Okay. Now watching this episode made me a little angry. Not because the episode would have been bad, because it wasn’t. It was brilliant, as usual. It showcased exactly the kind of excellent material that Community is—and admittedly a few other shows are—capable of. This episode represents perfectly what Community is.
And yet there are people who watch Community and think it’s bad! That’s what makes me pissed off. What person in their right mind would watch a show like this and not appreciate it? I guess I can understand if you personally don’t like it for whatever weird reason. But don’t say that you do not recognize the greatness of the show and the high quality of the humor! What other comedy out there creates scripts like this? What other show has writers who think outside the box to create something like this episode? In a world of long-running sitcoms that just churn out season after season of episodes that have exactly the same format, Community is a comedy beacon shining like no other.
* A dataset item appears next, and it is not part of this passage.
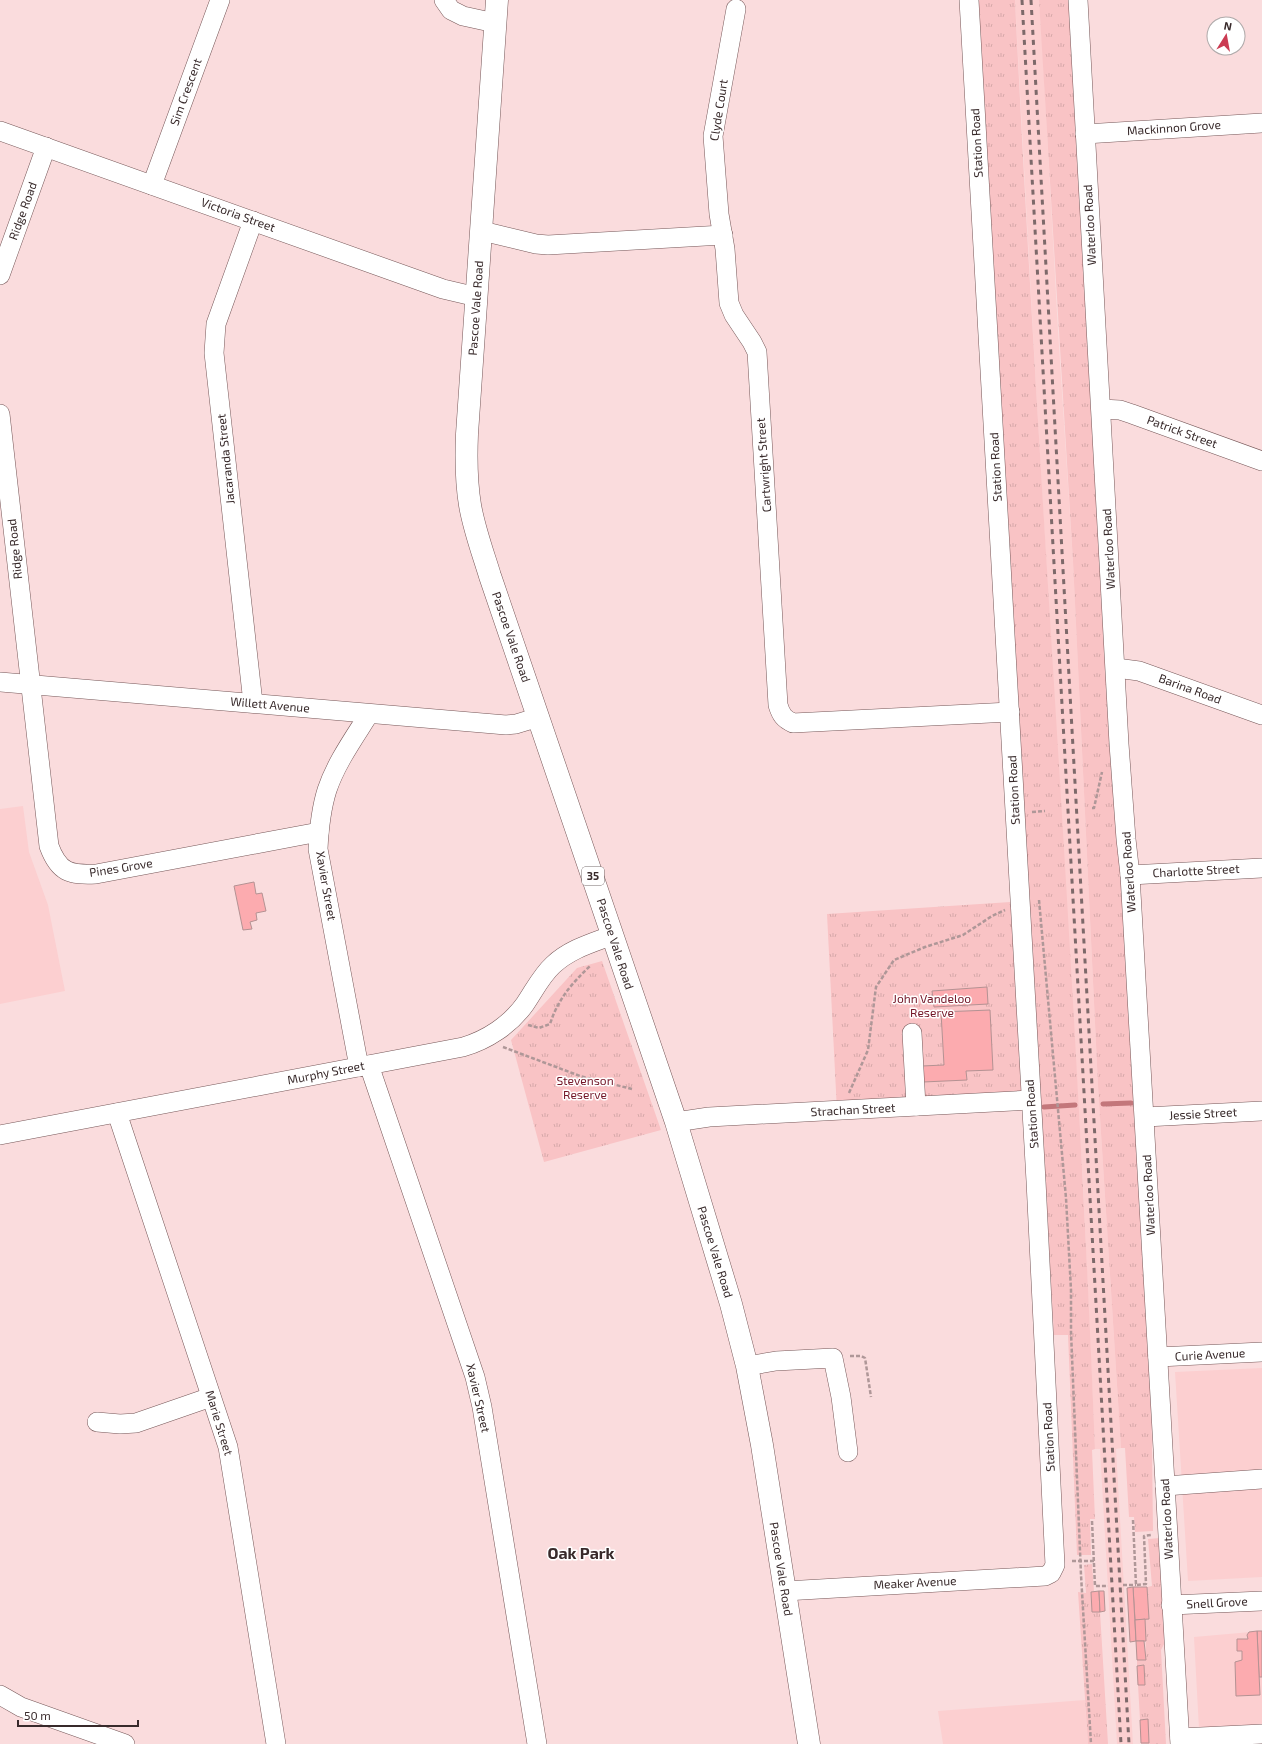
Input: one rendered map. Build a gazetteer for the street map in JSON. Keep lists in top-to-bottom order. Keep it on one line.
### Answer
{"streets":{"main road":["Pascoe Vale Road","35"],"street":["Sim Crescent","Clyde Court","Mackinnon Grove","Station Road","Ridge Road","Victoria Street","Waterloo Road","Patrick Street","Jacaranda Street","Cartwright Street","Barina Road","Willett Avenue","Pines Grove","Charlotte Street","Xavier Street","Murphy Street","Strachan Street","Jessie Street","Curie Avenue","Marie Street","Meaker Avenue","Snell Grove"]},"crossings":[["Sim Crescent","Victoria Street"],["Clyde Court","Cartwright Street"],["Mackinnon Grove","Waterloo Road"],["Station Road","Cartwright Street"],["Station Road","Strachan Street"],["Station Road","Meaker Avenue"],["Ridge Road","Victoria Street"],["Ridge Road","Willett Avenue"],["Ridge Road","Pines Grove"],["Victoria Street","Pascoe Vale Road"],["Victoria Street","Jacaranda Street"],["Waterloo Road","Patrick Street"],["Waterloo Road","Barina Road"],["Waterloo Road","Charlotte Street"],["Waterloo Road","Jessie Street"],["Waterloo Road","Curie Avenue"],["Waterloo Road","Snell Grove"],["Pascoe Vale Road","Willett Avenue"],["Pascoe Vale Road","Murphy Street"],["Pascoe Vale Road","Strachan Street"],["Pascoe Vale Road","Meaker Avenue"],["Jacaranda Street","Willett Avenue"],["Willett Avenue","Pines Grove"],["Willett Avenue","Xavier Street"],["Pines Grove","Xavier Street"],["Xavier Street","Murphy Street"],["Murphy Street","Marie Street"]],"districts":["Oak Park"],"parks":["John Vandeloo Reserve","Stevenson Reserve"],"scale_bar":"50 m","north":"top"}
Again, I can understand that someone prefers some other show than Community for some personal reasons. I can’t help you with that, I don’t know if anyone can. But how can you seriously claim that some of the run-of-the-mill comedies are better than Community when it comes to quality of humor? (I guess I can accept someone picking the likes of 30 Rock, The Office, Parks & Rec, or Arrested Development over Community.)
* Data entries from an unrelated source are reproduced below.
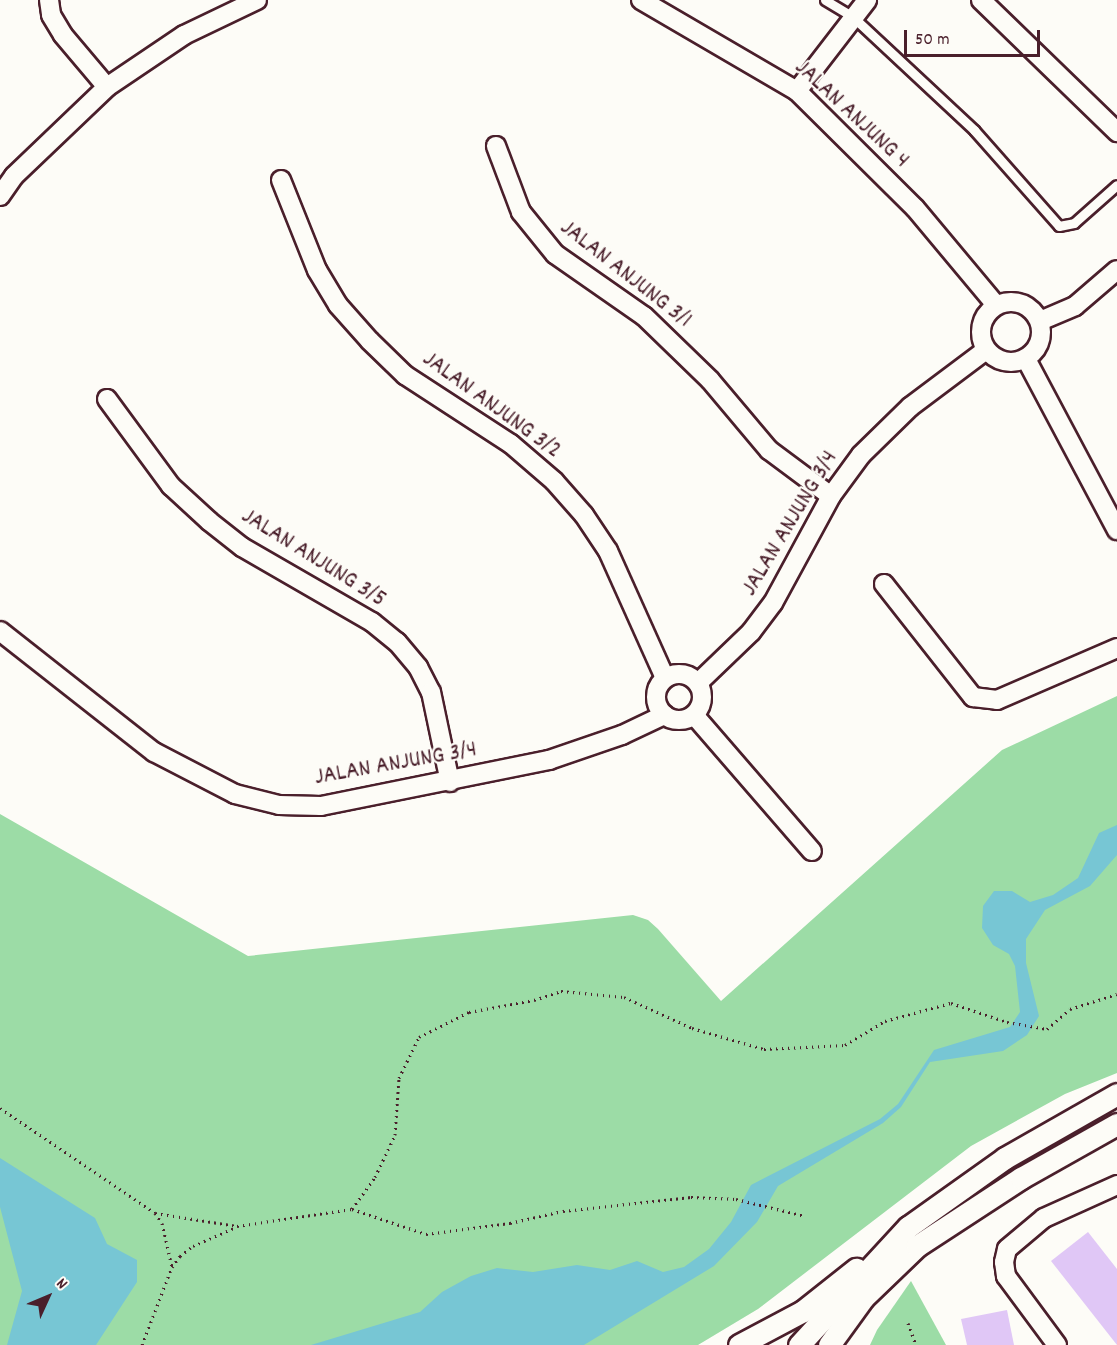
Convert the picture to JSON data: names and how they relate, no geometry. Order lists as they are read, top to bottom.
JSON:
{
  "streets": {
    "street": [
      "JALAN ANJUNG 4",
      "JALAN ANJUNG 3/1",
      "JALAN ANJUNG 3/2",
      "JALAN ANJUNG 3/4",
      "JALAN ANJUNG 3/5"
    ]
  },
  "crossings": [
    ["JALAN ANJUNG 4", "JALAN ANJUNG 3/4"],
    ["JALAN ANJUNG 3/1", "JALAN ANJUNG 3/4"],
    ["JALAN ANJUNG 3/2", "JALAN ANJUNG 3/4"],
    ["JALAN ANJUNG 3/4", "JALAN ANJUNG 3/5"]
  ],
  "scale_bar": "50 m",
  "north": "top right"
}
I know I watch many shows which are frankly terrible. There’s just something ridiculous about them that make me tune in every week. But never would I be arrogant enough to think that they are better than the great shows on TV. I for example watch Hart of Dixie. Personal preference, yes. But is it anywhere near Breaking Bad, Fringe, Game of Thrones, or Justified? No. And I don’t even watch Justified. But I still recognize the greatness of the show, knowing that it’s far better than Hart of Dixie. Never would I mistake Hart of Dixie for a better show. The same goes for Community. Okay, fine, watch Whitney. Watch 2 Broke Girls, Mike & Molly, or The Big Bang Theory. But after watching an episode like this, how on earth can you claim that they are better shows than Community?
Hey, what do you know. TV.com is a great place to vent you frustrations. Better than a therapist. Maybe I should pay you people for keeping my mental health in check. And by the way, in case you missed it: Annie is adorable, again. But I’d still go for Britta in the tree tights.